What is the Philippines’ Foreign Investment Act?
Republic Act No. 7042, also known as the “Foreign Investments Act of 1991,” is a law regulating foreign investments in the Philippines. The act allows foreign investors to invest up to 100% equity in domestic market enterprises, but also sets restrictions. The goal of this law is to encourage foreign investors to provide employment opportunities, develop resources, increase the value of exports, and help fuel the overall economy.
The Foreign Investments Negative List (FINL)
The (FINL) is a list of areas or activities that set limits on foreign ownership. It is divided into two: List A and List B.
What is covered in List A?
List A consists of areas of investment reserved for Philippine nationals. The Philippine Constitution restricts foreign ownership in some of these investment areas to a maximum of 40%. Foreign ownership is prohibited in the following areas:
- Mass media, except recording
- Practice of licensed professions
- Retail trade
- Cooperatives
- Private security agencies
Limited foreign ownership is allowed in the following areas:
- Private radio communication networks
- Private recruitment
- Advertising
- Ownership of private lands and condominium units
- Exploration, development, and utilization of natural resources
What is covered in List B?
List B indicates limits in foreign ownership for reasons of security, defense, risk to health and morals, and protection of small and medium-scale enterprises. They include but are not limited to:
- Manufacture, repair, storage, and/or distribution of products and/or ingredients requiring Philippine National Police (PNP) clearance such as firearms, gunpowder, and dynamite
- Manufacture, repair, storage, and/or distribution of products and/or ingredients requiring Department of National Defense (DND) clearance such as guns and ammunition for warfare, gunnery, bombing, fire control systems, and military communication equipment
- Telescopic sights, sniper scopes, and other similar devices
- All forms of gambling, except those covered by investment agreements with the Philippine Amusement and Gaming Corporation (PAGCOR)
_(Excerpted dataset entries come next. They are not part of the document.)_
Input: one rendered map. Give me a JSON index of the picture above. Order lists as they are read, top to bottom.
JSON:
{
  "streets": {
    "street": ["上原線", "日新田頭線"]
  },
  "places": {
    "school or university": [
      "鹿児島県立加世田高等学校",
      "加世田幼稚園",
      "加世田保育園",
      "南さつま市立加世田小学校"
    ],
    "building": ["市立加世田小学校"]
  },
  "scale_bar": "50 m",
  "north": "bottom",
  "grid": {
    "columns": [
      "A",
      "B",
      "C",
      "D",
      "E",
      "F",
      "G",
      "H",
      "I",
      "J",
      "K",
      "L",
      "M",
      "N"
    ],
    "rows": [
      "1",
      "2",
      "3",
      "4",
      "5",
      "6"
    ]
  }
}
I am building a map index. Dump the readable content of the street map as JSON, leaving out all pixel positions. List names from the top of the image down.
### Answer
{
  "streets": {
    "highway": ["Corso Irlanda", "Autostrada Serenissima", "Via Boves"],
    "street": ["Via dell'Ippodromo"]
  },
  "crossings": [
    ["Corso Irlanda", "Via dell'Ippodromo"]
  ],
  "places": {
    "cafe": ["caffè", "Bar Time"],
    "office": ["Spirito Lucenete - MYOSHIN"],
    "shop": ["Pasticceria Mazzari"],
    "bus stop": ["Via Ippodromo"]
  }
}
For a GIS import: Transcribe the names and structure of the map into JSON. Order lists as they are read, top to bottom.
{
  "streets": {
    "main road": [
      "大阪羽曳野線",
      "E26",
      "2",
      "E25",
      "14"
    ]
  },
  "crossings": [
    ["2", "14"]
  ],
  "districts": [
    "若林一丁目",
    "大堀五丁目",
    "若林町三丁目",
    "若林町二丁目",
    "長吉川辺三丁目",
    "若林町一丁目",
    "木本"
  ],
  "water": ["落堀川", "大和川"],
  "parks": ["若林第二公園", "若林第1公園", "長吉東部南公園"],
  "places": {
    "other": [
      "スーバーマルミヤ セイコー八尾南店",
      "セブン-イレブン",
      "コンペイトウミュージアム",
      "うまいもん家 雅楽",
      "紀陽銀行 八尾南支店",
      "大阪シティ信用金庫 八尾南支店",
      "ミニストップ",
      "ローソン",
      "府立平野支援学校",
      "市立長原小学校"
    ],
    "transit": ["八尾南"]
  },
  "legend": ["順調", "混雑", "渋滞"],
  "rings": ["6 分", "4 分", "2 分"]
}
The standard setup for companies with both Filipino and foreign ownership is 60% / 40%, with Filipinos owning the larger share. The company must also be serving the local market. Under this, paid-up capital can be less than USD200,000.00. However, some foreign entities may be interested in owning a bigger stake in a locally registered company. For this, the following conditions have to be met:
- The foreign entity wants to own more than 40% of the domestic company;
- The area in which the foreign entity wants to enter is not among those stated in the FINL;
- The area will serve the domestic market.
The required capital for the endeavor should not be less than US$200 thousand. It can be lowered to US$100 thousand if the activities involve advanced technology or the company has at least 50 direct employees.
Form of Investments
Foreign investments can come in these forms:
- Capital goods
- Patents
- Formulae
- Other technological rights or processes
Basic rights and guarantees for the safety of Foreign Investors
Under the Philippine Constitution, all foreign investors have the right to:
- Repatriation of investments. If there is a need for repatriation of investments, it has to be in the same currency as what was used when it was first invested, as well as in the same exchange rate of said currency during that time
- Remittance of earnings. Interest payments, payment of loans made to foreign entities, and other obligations should also follow the same kind and exchange rate of currency for this remittance.
- Freedom from expropriation. The government cannot seize properties stemming from foreign investments unless these are meant for public use or for national In that case, the foreign investor can avail of just compensation, still with the conditions of using the same currency at the time of investment and the prevailing exchange rate of that time.
- Non-requisition of investment. No requisition of property stemming from foreign investments is allowed unless it was done in the event of war or a national emergency, and only for that time. However, just compensation must still be made with the same conditions as set in the above-mentioned instances.